Search This Blog

Thursday, January 31, 2013

Finance

The finance piece of MOOCs is important and it still looks to me like only StraighterLine is addressing it.  I read yet another article on poor pay for adjunct instructors.  Will mentor pay be any better?  (Assuming MOOCs move us towards a mentor model rather than the traditional faculty on the stage model.) 

In the online world it does feel to me like the interaction between learners and instructors and between learners and other learners is necessary to developing  critical thinking skills.  Both of those forms of interaction require skilled activity on the part of the instructor which translates into time on task.   If education becomes more individualized that will possible require more time on task... and more funding.

Tuesday, January 29, 2013

MOOCs again

Are we really all going to learn from the best? And do the best really all work at Ivy League universities? I think my community college background is showing here, but I have some doubts about the Ivy League approach being taken by Coursera, Udacity, and EdX.
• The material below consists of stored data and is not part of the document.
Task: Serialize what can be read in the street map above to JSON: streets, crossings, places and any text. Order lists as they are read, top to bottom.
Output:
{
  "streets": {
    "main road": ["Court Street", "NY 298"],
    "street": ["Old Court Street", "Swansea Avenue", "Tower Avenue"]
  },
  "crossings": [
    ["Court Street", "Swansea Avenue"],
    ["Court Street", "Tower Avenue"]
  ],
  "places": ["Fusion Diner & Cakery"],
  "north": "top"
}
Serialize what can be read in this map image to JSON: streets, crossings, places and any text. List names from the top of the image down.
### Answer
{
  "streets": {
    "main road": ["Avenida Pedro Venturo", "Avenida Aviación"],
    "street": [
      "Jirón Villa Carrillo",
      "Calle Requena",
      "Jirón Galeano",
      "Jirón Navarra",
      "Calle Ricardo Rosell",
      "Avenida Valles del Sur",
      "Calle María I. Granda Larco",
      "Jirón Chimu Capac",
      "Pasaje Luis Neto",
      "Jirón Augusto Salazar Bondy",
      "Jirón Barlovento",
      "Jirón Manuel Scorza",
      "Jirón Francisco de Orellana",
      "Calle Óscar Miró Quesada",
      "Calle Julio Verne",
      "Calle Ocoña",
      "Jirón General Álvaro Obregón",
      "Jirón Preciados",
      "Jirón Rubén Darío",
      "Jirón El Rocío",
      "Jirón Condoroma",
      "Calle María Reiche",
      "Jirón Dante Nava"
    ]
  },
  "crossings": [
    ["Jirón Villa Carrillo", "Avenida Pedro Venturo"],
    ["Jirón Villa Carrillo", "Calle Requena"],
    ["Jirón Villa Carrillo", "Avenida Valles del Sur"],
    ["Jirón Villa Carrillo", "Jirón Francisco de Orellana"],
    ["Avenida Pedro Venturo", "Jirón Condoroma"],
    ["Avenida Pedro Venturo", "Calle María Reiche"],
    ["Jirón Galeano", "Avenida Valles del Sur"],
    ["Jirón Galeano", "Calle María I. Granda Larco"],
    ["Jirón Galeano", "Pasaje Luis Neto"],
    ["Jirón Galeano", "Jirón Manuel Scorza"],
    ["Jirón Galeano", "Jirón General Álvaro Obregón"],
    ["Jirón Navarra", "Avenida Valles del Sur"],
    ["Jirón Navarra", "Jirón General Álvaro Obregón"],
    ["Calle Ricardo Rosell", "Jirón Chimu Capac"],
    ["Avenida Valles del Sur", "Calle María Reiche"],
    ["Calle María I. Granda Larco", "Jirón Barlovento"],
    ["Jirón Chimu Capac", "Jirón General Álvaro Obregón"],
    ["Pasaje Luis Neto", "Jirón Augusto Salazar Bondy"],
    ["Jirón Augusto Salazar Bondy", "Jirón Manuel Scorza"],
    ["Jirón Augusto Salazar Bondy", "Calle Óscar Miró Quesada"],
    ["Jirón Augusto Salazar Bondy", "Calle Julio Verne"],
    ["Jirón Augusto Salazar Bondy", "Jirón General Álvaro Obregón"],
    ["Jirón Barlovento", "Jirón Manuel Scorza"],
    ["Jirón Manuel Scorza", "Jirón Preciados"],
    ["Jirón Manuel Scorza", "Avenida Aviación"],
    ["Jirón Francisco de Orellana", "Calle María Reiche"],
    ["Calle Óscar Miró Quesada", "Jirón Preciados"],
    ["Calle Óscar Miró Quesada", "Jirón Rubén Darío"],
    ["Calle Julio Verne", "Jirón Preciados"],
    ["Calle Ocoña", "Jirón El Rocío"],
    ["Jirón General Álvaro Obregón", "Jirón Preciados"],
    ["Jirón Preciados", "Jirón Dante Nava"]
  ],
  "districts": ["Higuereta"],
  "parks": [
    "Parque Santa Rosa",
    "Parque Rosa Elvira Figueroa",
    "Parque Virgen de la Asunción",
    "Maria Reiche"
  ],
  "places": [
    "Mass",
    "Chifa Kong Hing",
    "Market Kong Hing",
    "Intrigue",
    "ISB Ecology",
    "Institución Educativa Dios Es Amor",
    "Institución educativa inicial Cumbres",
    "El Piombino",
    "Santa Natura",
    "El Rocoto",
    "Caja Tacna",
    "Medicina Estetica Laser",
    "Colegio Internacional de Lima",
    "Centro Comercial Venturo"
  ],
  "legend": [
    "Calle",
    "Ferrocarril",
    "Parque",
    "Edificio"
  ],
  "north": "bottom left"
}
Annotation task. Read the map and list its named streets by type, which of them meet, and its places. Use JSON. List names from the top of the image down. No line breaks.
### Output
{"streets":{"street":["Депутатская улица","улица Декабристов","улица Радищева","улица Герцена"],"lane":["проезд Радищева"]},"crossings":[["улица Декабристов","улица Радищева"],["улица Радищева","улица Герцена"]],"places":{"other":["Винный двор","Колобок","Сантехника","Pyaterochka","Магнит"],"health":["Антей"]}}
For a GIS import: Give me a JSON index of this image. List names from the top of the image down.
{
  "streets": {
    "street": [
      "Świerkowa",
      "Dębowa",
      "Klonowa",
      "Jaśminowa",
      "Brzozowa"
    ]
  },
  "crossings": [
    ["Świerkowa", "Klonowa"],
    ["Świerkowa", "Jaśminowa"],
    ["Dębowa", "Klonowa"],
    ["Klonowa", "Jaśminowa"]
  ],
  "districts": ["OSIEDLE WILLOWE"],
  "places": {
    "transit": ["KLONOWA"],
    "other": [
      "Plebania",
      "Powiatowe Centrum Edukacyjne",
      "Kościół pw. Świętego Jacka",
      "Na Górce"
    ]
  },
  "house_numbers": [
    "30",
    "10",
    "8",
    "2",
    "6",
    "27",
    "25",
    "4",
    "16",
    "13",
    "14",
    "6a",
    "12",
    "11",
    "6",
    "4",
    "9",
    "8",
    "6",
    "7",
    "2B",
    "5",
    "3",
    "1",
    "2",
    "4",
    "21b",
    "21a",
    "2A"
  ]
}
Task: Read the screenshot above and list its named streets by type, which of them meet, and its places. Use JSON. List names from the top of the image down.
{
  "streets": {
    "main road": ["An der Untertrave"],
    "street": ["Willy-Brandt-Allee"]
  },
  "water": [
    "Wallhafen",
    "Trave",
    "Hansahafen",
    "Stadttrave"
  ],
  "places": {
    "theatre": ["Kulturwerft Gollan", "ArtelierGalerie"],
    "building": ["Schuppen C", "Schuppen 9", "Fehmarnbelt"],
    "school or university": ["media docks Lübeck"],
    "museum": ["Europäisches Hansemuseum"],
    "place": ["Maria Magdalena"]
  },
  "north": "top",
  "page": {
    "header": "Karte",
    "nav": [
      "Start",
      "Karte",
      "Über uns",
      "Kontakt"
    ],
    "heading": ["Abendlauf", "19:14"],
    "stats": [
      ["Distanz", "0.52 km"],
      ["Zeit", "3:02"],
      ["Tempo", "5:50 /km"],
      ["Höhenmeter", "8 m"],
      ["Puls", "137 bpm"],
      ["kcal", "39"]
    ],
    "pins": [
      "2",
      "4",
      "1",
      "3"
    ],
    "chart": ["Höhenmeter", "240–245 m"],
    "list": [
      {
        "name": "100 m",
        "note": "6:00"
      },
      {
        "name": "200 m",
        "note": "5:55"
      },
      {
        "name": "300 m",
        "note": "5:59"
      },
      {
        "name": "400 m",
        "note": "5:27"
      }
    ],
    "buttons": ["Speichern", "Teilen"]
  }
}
Saturday, January 19, 2013

Grading and Learning

How much does the process of grading get in the way of a conversation about the content with your students? How do you move it out of the way? Or conversely, does the process of explicit evaluation help the conversation?

Wednesday, January 16, 2013

Still thinking about the future

I liked this article:  http://www.contactnorth.ca/sites/default/files/contactNorth/files/pdf/publications/5_wishes_for_the_future_of_online_learning.pdf.  I especially liked the wish that we would all focus on pedagogy.  I completely agree that there has been too  much focus on video and reproducing lectures.  Sure that is one way to get content to someone, but there are many other ways that might be more effective.  I love the idea of gaming and situation analyses.   In my class, with my limited time and technical skills I have tried to make a few of the assignments relevant -- teach your neighbor or write an analysis for your boss kind of thing.  That only goes so far though.  My hope is that organizations like the Gates Foundation will spend their money creating really interesting courses that approach learning and teaching in different ways, maybe including the lecture, but not focusing on it.

Sunday, January 6, 2013

Future of higher Ed

Okay I could not resist the post title since it is still the first week of January. And it's a silly title as it implies a disintegration or disappearance. That's not what is happening though .... Or maybe it is a disintegration in the sense that the landscape is not as carefully maintained as it once was. Certainly students have more options now than they had even a decade ago.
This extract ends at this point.